> [TASK DIRECTIONS]: Lines from the line with "height:1.5px; margin-top:-0.75px; transform-origin:0;" to the line with "width:11px; height:11px; translate:-50%" in the entries below, and only those, must be output exactly, with both ends included.

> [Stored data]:
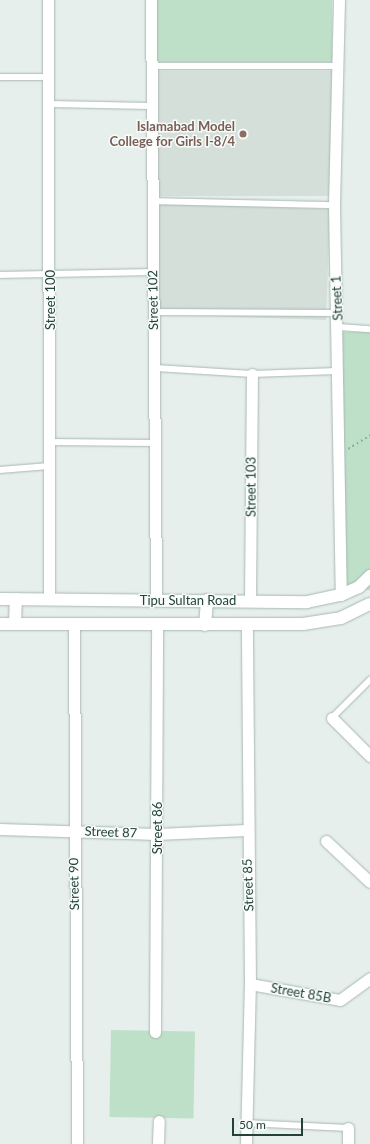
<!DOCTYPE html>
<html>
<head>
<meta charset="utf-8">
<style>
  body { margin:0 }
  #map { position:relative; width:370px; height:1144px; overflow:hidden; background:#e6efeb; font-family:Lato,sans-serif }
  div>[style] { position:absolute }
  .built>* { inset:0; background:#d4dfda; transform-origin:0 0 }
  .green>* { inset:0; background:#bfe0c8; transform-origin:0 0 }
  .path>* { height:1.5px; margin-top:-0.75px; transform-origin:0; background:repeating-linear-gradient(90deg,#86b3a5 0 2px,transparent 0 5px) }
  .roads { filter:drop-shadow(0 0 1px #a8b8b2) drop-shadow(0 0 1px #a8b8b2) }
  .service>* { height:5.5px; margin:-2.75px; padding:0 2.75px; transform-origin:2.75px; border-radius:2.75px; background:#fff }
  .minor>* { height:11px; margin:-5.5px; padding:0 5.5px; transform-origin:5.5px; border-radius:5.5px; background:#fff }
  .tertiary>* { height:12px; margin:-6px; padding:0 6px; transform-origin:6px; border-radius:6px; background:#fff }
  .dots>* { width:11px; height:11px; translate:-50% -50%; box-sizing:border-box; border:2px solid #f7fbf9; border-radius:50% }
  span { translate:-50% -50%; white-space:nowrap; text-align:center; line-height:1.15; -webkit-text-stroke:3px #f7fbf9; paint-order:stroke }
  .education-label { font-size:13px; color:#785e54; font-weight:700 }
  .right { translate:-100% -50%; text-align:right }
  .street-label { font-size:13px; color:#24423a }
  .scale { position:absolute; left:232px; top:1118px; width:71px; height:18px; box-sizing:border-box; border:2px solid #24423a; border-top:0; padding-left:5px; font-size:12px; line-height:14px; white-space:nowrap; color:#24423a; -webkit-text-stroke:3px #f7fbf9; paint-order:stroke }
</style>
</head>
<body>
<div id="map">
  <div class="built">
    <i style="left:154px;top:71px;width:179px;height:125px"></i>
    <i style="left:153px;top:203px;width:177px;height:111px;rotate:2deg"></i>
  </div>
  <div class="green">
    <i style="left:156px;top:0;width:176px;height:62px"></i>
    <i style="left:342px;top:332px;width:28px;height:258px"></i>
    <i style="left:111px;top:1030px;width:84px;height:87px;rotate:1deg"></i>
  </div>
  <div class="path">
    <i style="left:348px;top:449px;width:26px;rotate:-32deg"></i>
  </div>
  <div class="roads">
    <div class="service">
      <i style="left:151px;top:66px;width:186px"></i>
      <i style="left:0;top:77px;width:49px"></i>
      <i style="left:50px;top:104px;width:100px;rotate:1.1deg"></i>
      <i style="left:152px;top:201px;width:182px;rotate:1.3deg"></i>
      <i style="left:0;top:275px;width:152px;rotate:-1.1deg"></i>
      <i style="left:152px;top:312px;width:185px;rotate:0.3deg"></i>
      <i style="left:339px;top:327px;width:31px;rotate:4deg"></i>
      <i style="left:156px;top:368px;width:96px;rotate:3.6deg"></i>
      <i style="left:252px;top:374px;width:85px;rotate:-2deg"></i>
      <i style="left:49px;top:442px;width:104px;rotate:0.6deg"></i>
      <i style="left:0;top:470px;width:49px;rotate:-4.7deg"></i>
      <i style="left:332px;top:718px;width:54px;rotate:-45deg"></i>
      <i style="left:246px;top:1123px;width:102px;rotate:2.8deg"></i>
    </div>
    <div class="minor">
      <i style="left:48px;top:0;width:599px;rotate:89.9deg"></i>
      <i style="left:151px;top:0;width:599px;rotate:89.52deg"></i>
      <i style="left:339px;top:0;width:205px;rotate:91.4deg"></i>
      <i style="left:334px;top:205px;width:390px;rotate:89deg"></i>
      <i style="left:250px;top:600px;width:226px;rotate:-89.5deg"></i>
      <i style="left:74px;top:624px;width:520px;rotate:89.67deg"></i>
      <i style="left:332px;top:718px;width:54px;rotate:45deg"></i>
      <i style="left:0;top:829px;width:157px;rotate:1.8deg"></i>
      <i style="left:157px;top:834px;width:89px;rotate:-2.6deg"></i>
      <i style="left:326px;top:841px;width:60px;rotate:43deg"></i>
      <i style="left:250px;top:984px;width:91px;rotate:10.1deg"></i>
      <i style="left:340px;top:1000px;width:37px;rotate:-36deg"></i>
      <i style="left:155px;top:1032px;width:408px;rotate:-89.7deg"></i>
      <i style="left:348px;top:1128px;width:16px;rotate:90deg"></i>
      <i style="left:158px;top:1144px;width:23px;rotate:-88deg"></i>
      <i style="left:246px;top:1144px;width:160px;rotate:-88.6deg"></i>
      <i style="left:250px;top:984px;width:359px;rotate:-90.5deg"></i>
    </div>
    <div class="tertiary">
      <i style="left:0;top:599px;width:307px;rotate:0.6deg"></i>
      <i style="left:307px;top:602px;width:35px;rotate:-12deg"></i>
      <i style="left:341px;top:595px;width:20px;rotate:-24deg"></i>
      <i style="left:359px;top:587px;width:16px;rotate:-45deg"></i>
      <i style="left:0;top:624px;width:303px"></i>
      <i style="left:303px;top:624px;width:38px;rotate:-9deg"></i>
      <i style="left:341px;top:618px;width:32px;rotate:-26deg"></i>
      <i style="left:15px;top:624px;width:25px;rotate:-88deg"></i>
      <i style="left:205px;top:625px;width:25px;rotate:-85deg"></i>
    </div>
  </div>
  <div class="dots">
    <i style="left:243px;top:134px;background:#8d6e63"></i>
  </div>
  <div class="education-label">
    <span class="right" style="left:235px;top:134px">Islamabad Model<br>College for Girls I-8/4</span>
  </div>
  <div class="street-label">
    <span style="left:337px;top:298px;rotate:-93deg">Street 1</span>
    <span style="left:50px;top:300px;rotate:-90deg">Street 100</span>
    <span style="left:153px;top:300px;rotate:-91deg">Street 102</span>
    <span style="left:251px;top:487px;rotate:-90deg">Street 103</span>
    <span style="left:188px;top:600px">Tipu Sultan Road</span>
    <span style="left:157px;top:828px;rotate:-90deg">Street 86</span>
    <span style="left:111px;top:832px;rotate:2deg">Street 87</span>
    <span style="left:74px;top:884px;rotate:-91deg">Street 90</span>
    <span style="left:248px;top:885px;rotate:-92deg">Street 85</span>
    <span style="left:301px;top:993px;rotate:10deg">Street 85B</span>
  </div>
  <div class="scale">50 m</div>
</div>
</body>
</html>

> [ANSWER TO THIS TASK]:
  .path>* { height:1.5px; margin-top:-0.75px; transform-origin:0; background:repeating-linear-gradient(90deg,#86b3a5 0 2px,transparent 0 5px) }
  .roads { filter:drop-shadow(0 0 1px #a8b8b2) drop-shadow(0 0 1px #a8b8b2) }
  .service>* { height:5.5px; margin:-2.75px; padding:0 2.75px; transform-origin:2.75px; border-radius:2.75px; background:#fff }
  .minor>* { height:11px; margin:-5.5px; padding:0 5.5px; transform-origin:5.5px; border-radius:5.5px; background:#fff }
  .tertiary>* { height:12px; margin:-6px; padding:0 6px; transform-origin:6px; border-radius:6px; background:#fff }
  .dots>* { width:11px; height:11px; translate:-50% -50%; box-sizing:border-box; border:2px solid #f7fbf9; border-radius:50% }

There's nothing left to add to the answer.